Topic: Relationship of Nifty 50 with Apollo Hospital Enterprise Limited
Author: Aashi Singh
Introduction:
Apollo Hospitals Enterprise Limited (AHEL) is an Indian multinational healthcare group headquartered in Chennai. It was founded in 1983 by Dr. Prathap C. Reddy as the first corporate healthcare provider in India. The company has since evolved into Asia’s foremost integrated healthcare services provider.
- Business Model: Apollo operates a robust healthcare ecosystem that includes:
- Hospitals: A network of 70+ owned and managed hospitals with over 10,000 beds.
- Pharmacies: Over 5,000 retail outlets, making it the largest pharmacy chain in India.
- Diagnostics & Clinics: Primary care clinics (Apollo Clinics), diagnostic centers, and specialized centers for diabetes, dentistry, and cradle care.
- Digital Health: Apollo 24|7, an omni-channel digital platform offering tele-consultations and medicine delivery.
- Significance: As a constituent of the NIFTY 50 index, Apollo Hospitals is considered a blue-chip stock in the Indian healthcare sector, known for its pioneering role in medical tourism and clinical excellence.
Objective:
The primary objective of this study is to analyses the systematic risk of Apollo Hospital Enterprise Ltd. relative to the broader market (Nifty 50 Index).
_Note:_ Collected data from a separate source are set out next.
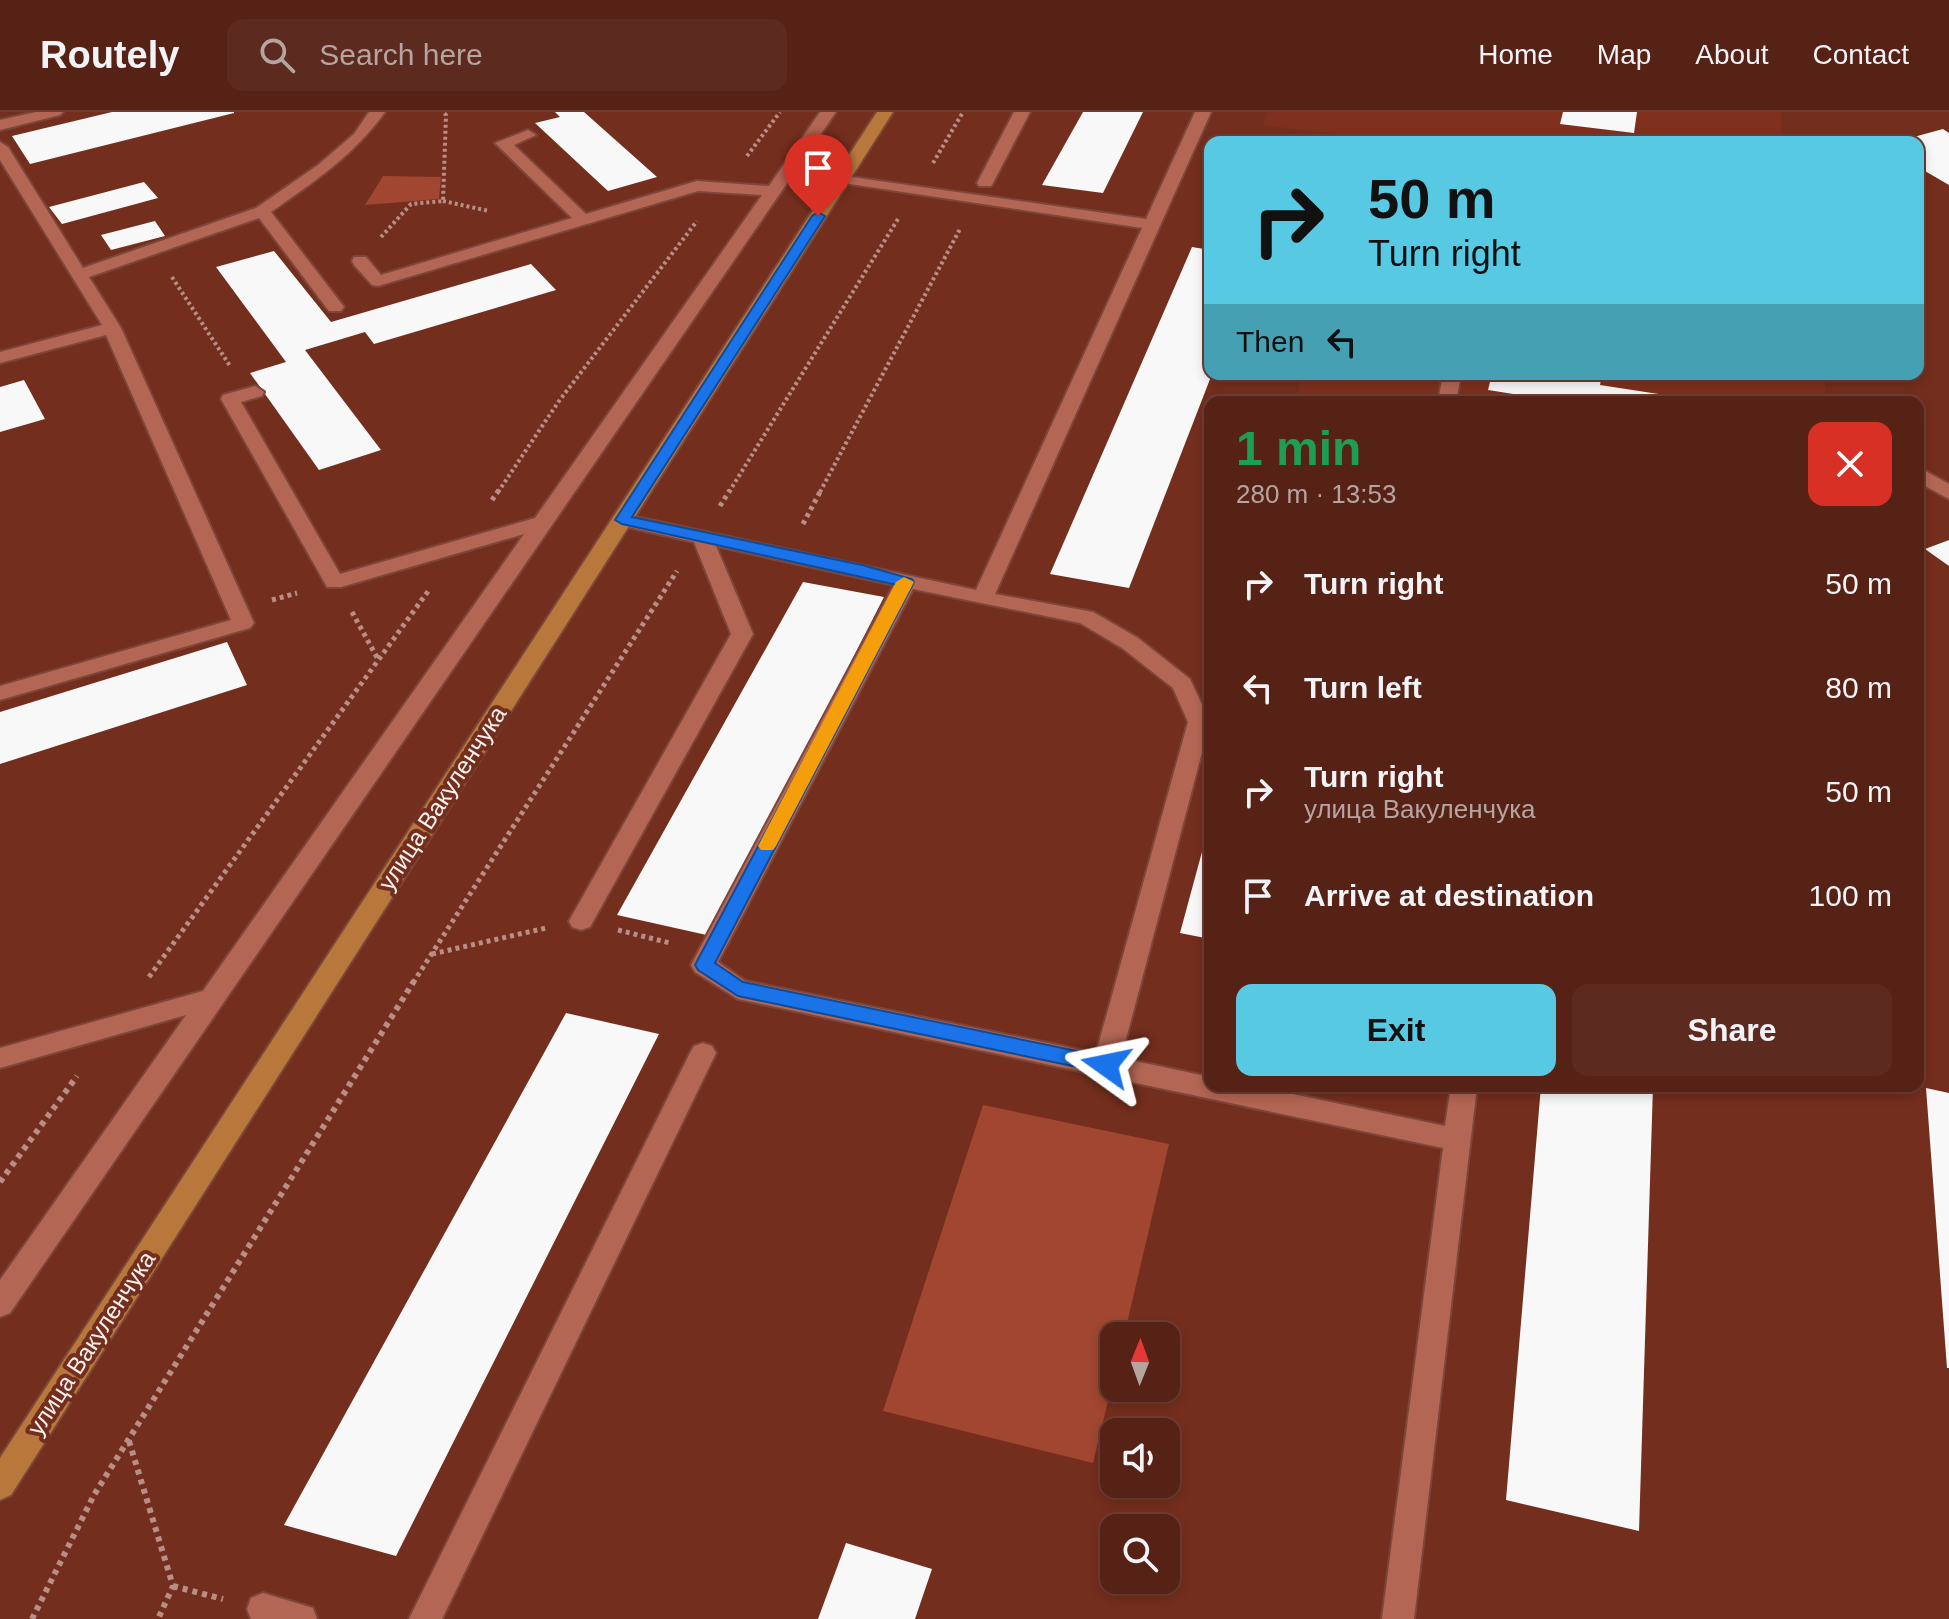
<!DOCTYPE html>
<html lang="en">
<head>
<meta charset="utf-8">
<style>
	body { margin:0; font-family:Helvetica,sans-serif; background:#5d2a1f; color:#f1f3f6; height:100vh; display:flex; flex-direction:column; font-size:30px; white-space:nowrap }
	* { box-sizing:border-box; margin:0 }
	p { font-size:26px; color:#b6a4a1 }
	.icon { flex:none; width:44px; height:44px; fill:none; stroke:currentColor; stroke-width:2; stroke-linecap:round; stroke-linejoin:round }
	.map { position:relative; flex:1; overflow:hidden }
	.details { position:absolute; left:1204px; top:284px; width:720px; height:696px; display:flex; flex-direction:column; background:#572216; border-radius:16px; box-shadow:0 4px 12px #0003,0 0 0 2px #6d3f35 }
	.details>* { flex:none }
	.guide { position:absolute; left:1204px; top:24px; width:720px; height:244px; border-radius:16px; box-shadow:0 4px 12px #0003,0 0 0 2px #6d3f35; background:#57c9e2; color:#111; overflow:hidden }
	.needle { width:52px; rotate:1deg }
	.controls { position:absolute; left:1100px; top:1210px; display:grid; gap:16px }
	.controls a { display:grid; place-items:center; width:80px; height:80px; border-radius:16px; background:#572216; box-shadow:0 4px 12px #0003,0 0 0 2px #6d3f35; font-size:40px }
	.pin { position:absolute; display:grid; place-items:center; width:68px; height:68px; color:#fff; margin:-82px -34px; border-radius:50% 50% 50% 0; rotate:-45deg; box-shadow:0 0 8px #0007 }
	.pin .icon { rotate:45deg }
	.me { position:absolute; width:88px; margin:-44px; rotate:282deg; stroke-linejoin:round; filter:drop-shadow(0 0 6px #0008) }
	.turn { display:flex; align-items:center; gap:28px; height:168px; padding:0 32px; font-size:36px }
	.turn .icon { width:104px; height:104px; stroke-width:2.5 }
	.turn b { display:block; font-size:56px; line-height:68px }
	.then { display:flex; align-items:center; height:76px; padding:0 32px; background:#0003; gap:16px; font-size:30px }
	.round { display:grid; place-items:center; flex:none; width:84px; height:84px; border-radius:16px; background:#5d2a1f }
	.overview { display:flex; align-items:center; justify-content:space-between; height:136px; padding:0 32px }
	h1 { font-size:48px; font-weight:700; line-height:60px; color:#1e9e55 }
	.action { display:flex; gap:16px; margin-top:auto; padding:16px 32px }
	.action a { flex:1; height:92px; border-radius:16px; background:#57c9e2; color:#111; font-size:32px; font-weight:700; line-height:92px; text-align:center }
	.action a+a { background:#5d2a1f; color:#f1f3f6 }
	ul { padding:0; list-style:none }
	li { display:flex; align-items:center; gap:24px; height:104px; padding:0 32px }
	li div { flex:1 }
	li b { display:block; font-size:30px }
	li em { font-style:normal }
	header { display:flex; align-items:center; gap:48px; box-sizing:border-box; height:112px; padding:0 40px; background:#572216; border-bottom:2px solid #6d3f35 }
	header strong { font-size:38px }
	nav { display:flex; gap:44px; margin-inline-start:auto; font-size:28px }
	.search { width:560px; height:72px; background:#5d2a1f; display:flex; align-items:center; gap:20px; box-sizing:border-box; padding:0 28px; border-radius:16px; color:#b6a4a1; font-size:30px }
	.map>svg:first-child { display:block }
</style>
</head>
<body>
<header>
<strong>Routely</strong>
<div class="search"><svg class="icon" aria-label="search" viewBox="0 0 24 24"><circle cx="10" cy="10" r="6"/><path d="M15 15l6 6"/></svg>Search here</div>
<nav><a>Home</a><a>Map</a><a>About</a><a>Contact</a></nav>
</header>
<div class="map">
<svg width="1949" height="1507" viewBox="0 0 1949 1507">
	<rect width="100%" height="100%" fill="#742e1d"/>
	<path fill="#7f301d" d="M1268,0H1781L1782,30H1400L1263,13Z
		M1303,262H1825V290H1294Z"/>
	<path fill="#a14630" d="M383,64L441,65L439,87L365,93Z
		M983,993L1169,1032L1124,1224H1114V1264L1093,1351L883,1299Z"/>
	<path fill="#f8f8f8" d="M112,0H234V1L30,52L12,24Z
		M555,0H584L657,65L608,79L535,11L560,5Z
		M1083,0H1143L1103,81L1042,73Z
		M1563,0H1637L1634,21L1560,12Z
		M1943,17L1949,21V73L1918,55V30L1899,29Z
		M144,70L158,86L62,112L49,95Z
		M155,109L165,124L111,138L101,123Z
		M1192,135L1210,138L1212,262L1129,476L1050,462Z
		M274,139L331,210L531,152L556,178L374,232L365,220L305,238L381,338L319,358L250,261L286,250L216,155Z
		M1492,262H1602L1600,273L1691,287V290H1563L1488,278Z
		M24,268L45,307L0,320V275Z
		M1949,428V454L1925,437Z
		M803,470L884,485L711,824L617,803Z
		M227,530L247,573L0,652V600Z
		M1209,714H1210V827L1180,821Z
		M566,901L659,922L396,1444L284,1413Z
		M1541,974H1653L1639,1419L1506,1388Z
		M1926,976L1949,981V1256H1947Z
		M846,1431L932,1457L915,1507H818Z"/>
	<g fill="none" stroke-linecap="round" stroke-linejoin="round">
		<g stroke="#7d463a" stroke-width="4">
			<path id="service" d="M36,0H63L60,3L0,18V8Z
				M369,0H385C354,43 314,70 271,100L341,191L344,195L341,199H329L259,106L89,165L121,216L254,511L250,516L0,588V574L231,508L106,223L0,251V240L102,213L0,48V30L8,35L83,156L256,96L318,53L354,22Z
				M820,0H836L10,1201L0,1205V1168L186,903L0,956V936L203,879L524,422L341,475H327L221,287L223,283L255,274L264,280L262,284L241,290L340,462L535,406L762,83L698,79L378,174L372,173L354,153L352,149L354,145H366L381,163L572,106L495,31L528,18L536,23L514,33L586,102L697,69L769,74Z
				M1014,0H1030L993,71L991,74H979L977,71Z
				M1195,0H1211L995,482L1093,500L1138,526L1190,567L1210,610L1121,946L1210,965V974H1255L1445,1014L1451,974H1477L1414,1507H1382L1443,1036L738,887L695,860L691,853L894,473L716,434L753,522L590,815L581,818L572,815L569,809L731,522L694,430L615,412L612,408L615,404L622,402L976,478L1142,116L843,71L837,69V63L1146,107ZM913,477L1080,511L1122,536L1173,576L1188,610L1096,941L745,869L718,850Z
				M1443,262H1461L1456,290H1438Z
				M1918,355L1949,372V387L1918,370Z
				M703,931L712,934L716,941L442,1507H409L690,941L694,934Z
				M263,1481L313,1496L317,1507H251L247,1497L251,1486Z"/>
		</g>
		<g stroke="#7d463a" stroke-width="4">
			<path id="secondary" d="M877,0H893L11,1383L0,1388V1346Z"/>
		</g>
		<path stroke="#b78f86" stroke-width="4" stroke-dasharray="3 3" stroke-linecap="butt" d="M747,44L780,0
			M933,51L963,0
			M443,89L489,99
			M381,125L411,92L443,89L446,3L443,0
			M172,165L230,254
			M498,380L559,289L697,109
			M729,380L898,107
			M820,380L960,117"/>
		<path stroke="#b78f86" stroke-width="5" stroke-dasharray="4 4" stroke-linecap="butt" d="M492,388L499,378
			M720,394L730,378
			M803,412L821,378
			M272,488L297,481
			M352,500L379,549
			M618,818L670,831
			M432,842L546,816
			M149,865L429,478
			M413,871L677,459"/>
		<path stroke="#b78f86" stroke-width="6" stroke-dasharray="5 5" stroke-linecap="butt" d="M0,1070L77,964
			M129,1329L173,1474L158,1507
			M173,1474L223,1487
			M32,1507L94,1383L414,869"/>
		<use href="#service" fill="#b46654" fill-rule="evenodd"/>
		<use href="#secondary" fill="#b8783b" fill-rule="evenodd"/>
	</g>
	<path fill="#1a73e8" stroke="#114b97" stroke-width="2" d="M818,100L825,104L632,405L862,453L912,467L914,470L715,851L743,870L1106,945L1113,948L1116,953L1113,959L1106,961L738,884L698,858L695,853L897,473L622,412L615,408L812,104Z"/>
	<path fill="#f59e0b" d="M904,465L914,470L776,734L773,738H761L758,734L896,470Z"/>
	<g text-anchor="middle" dominant-baseline="central" stroke-width="8" stroke-linejoin="round" paint-order="stroke">
		<g font-size="24" fill="#faf1ef" stroke="#742e1d">
			<text transform="translate(442 686) rotate(-57)">улица Вакуленчука</text>
			<text transform="translate(91 1231) rotate(-57)">улица Вакуленчука</text>
		</g>
	</g>
</svg>
<div class="controls">
<a><svg class="needle" viewBox="-14 -14 28 28"><path d="M0-13l5 13h-10z" fill="#e53935"/><path d="M0 13l5-13h-10z" fill="#b6a4a1"/></svg></a>
<a><svg class="icon" aria-label="sound" viewBox="0 0 24 24"><path d="M4 9h4l5-4v14l-5-4H4zM17 9q2 3 0 6"/></svg></a>
<a><svg class="icon" aria-label="search" viewBox="0 0 24 24"><circle cx="10" cy="10" r="6"/><path d="M15 15l6 6"/></svg></a>
</div>
<div class="pin" style="left:818px;top:104px;background:#d93025"><svg class="icon" aria-label="arrive" viewBox="0 0 24 24"><path d="M6 21V4h12l-3 4 3 4H6"/></svg></div>
<svg class="me" style="left:1106px;top:953px" viewBox="-20 -20 40 40"><path d="M0-17L14 15 0 8-14 15z" fill="#1a73e8" stroke="#fff" stroke-width="4"/></svg>
<div class="guide">
<div class="turn"><svg class="icon" aria-label="right" viewBox="0 0 24 24"><path d="M7 20v-9h11M14 6l5 5-5 5"/></svg><div><b>50 m</b>Turn right</div></div>
<div class="then">Then<svg class="icon" aria-label="left" viewBox="0 0 24 24"><path d="M17 20v-9H6M10 6l-5 5 5 5"/></svg></div>
</div>
<section class="details">
<div class="overview"><div><h1>1 min</h1><p>280 m · 13:53</p></div><a class="round" style="background:#d93025;color:#fff"><svg class="icon" aria-label="close" viewBox="0 0 24 24"><path d="M6 6l12 12M18 6L6 18"/></svg></a></div>
<ul>
<li><svg class="icon" aria-label="right" viewBox="0 0 24 24"><path d="M7 20v-9h11M14 6l5 5-5 5"/></svg><div><b>Turn right</b></div><em>50 m</em></li>
<li><svg class="icon" aria-label="left" viewBox="0 0 24 24"><path d="M17 20v-9H6M10 6l-5 5 5 5"/></svg><div><b>Turn left</b></div><em>80 m</em></li>
<li><svg class="icon" aria-label="right" viewBox="0 0 24 24"><path d="M7 20v-9h11M14 6l5 5-5 5"/></svg><div><b>Turn right</b><p>улица Вакуленчука</p></div><em>50 m</em></li>
<li><svg class="icon" aria-label="arrive" viewBox="0 0 24 24"><path d="M6 21V4h12l-3 4 3 4H6"/></svg><div><b>Arrive at destination</b></div><em>100 m</em></li>
</ul>
<div class="action"><a>Exit</a><a>Share</a></div>
</section>
</div>
</body>
</html>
Specifically, the study aims to:
- Calculate the Beta (β) coefficient of Apollo Hospital Enterprise.
- Determine the stock’s volatility compared to the market benchmark.
- Assess whether the stock acts as an aggressive or defensive investment during the analysed period.
Literature Review:
Apollo Hospitals stock has shown slight declines over the past year whereas broader market indices like the Sensex have gained in the comparable period.
This highlights short-term underperformance relative to broader benchmarks, possibly due to sector specifics or near-term earnings reactions
Data Collection:
The data for this analysis was sourced from the provided financial dataset covering the period from December 1, 2024, to November 30, 2025.
- Stock: Apollo Hospital Enterprise Ltd. (Closing Prices).
- Market Index: Nifty 50 (Closing Prices).
- Frequency: Weekly closing prices were used to calculate weekly returns.
- Observation Count: 48 weekly data points.
- Variables:
- Independent Variable (X): Weekly Returns of NIFTY 50 Index.
- Dependent Variable (Y): Weekly Returns of APOLLOHOSP.
Data Analysis:
· Regression Equation:
Apollo Hospital (Y) = 0.1292 + 1.0219 * Nifty 50 (X)
· Other variables:
o T-Stats: 5.2599
o No. of observations (n): 48
o R^2: 0.3756
o F-Stats: 27.6661
o P-Value: 3.6574
· Interpretation:
o The regression equation above describes the relationship between the Weekly Return of Nifty 50 (X) and the share price of Apollo Hospital Enterprise Limited (Y). A positive coefficient of X indicates a direct relationship. If the weekly price of Nifty 50 rises by 1%, the weekly price of Apollo Hospital Enterprise will rise by 1.02% and vice versa.
o The t-stat for Beta (coefficient of Weekly Return of Nifty (X)) is 5.2599, and the p-value is 3.6574, which is more than 0.05, indicating that Beta (β) is not statistically significant at the 5% level.
o The number of observations is 48, and R^2 is 0.3756, meaning that 37.56% of the variation in the Weekly Return of Apollo Hospital Enterprise (Y) is explained by the Weekly Return of Nifty (X), while the remaining 62.44% is attributed to other factors not included in the model, such as equity fundamentals.
o This is a good sign, as the Nifty index influence is less, and the company fundamentals are strong. The F-stat is 27.6661, and the p-value is 3.6574, indicating that the overall model is statistically significant at the 5% level.
Conclusion:
Since Beta (β) = 1.0219, which is more than 1, the stock is an aggressive one, and one must invest in this company for the short term if Nifty is expected to rise.
References:
· Sharpe, W. F. (1964).
Capital Asset Prices: A Theory of Market Equilibrium under Conditions of Risk.
The Journal of Finance, 19(3), 425–442.
(Foundational paper explaining Beta and systematic risk under CAPM)
· Bodie, Z., Kane, A., & Marcus, A. J. (2021).
Investments (11th ed.). McGraw-Hill Education.
(Explains aggressive vs defensive stocks based on Beta values)
· Ross, S. A., Wester field, R., & Jaffe, J. (2019).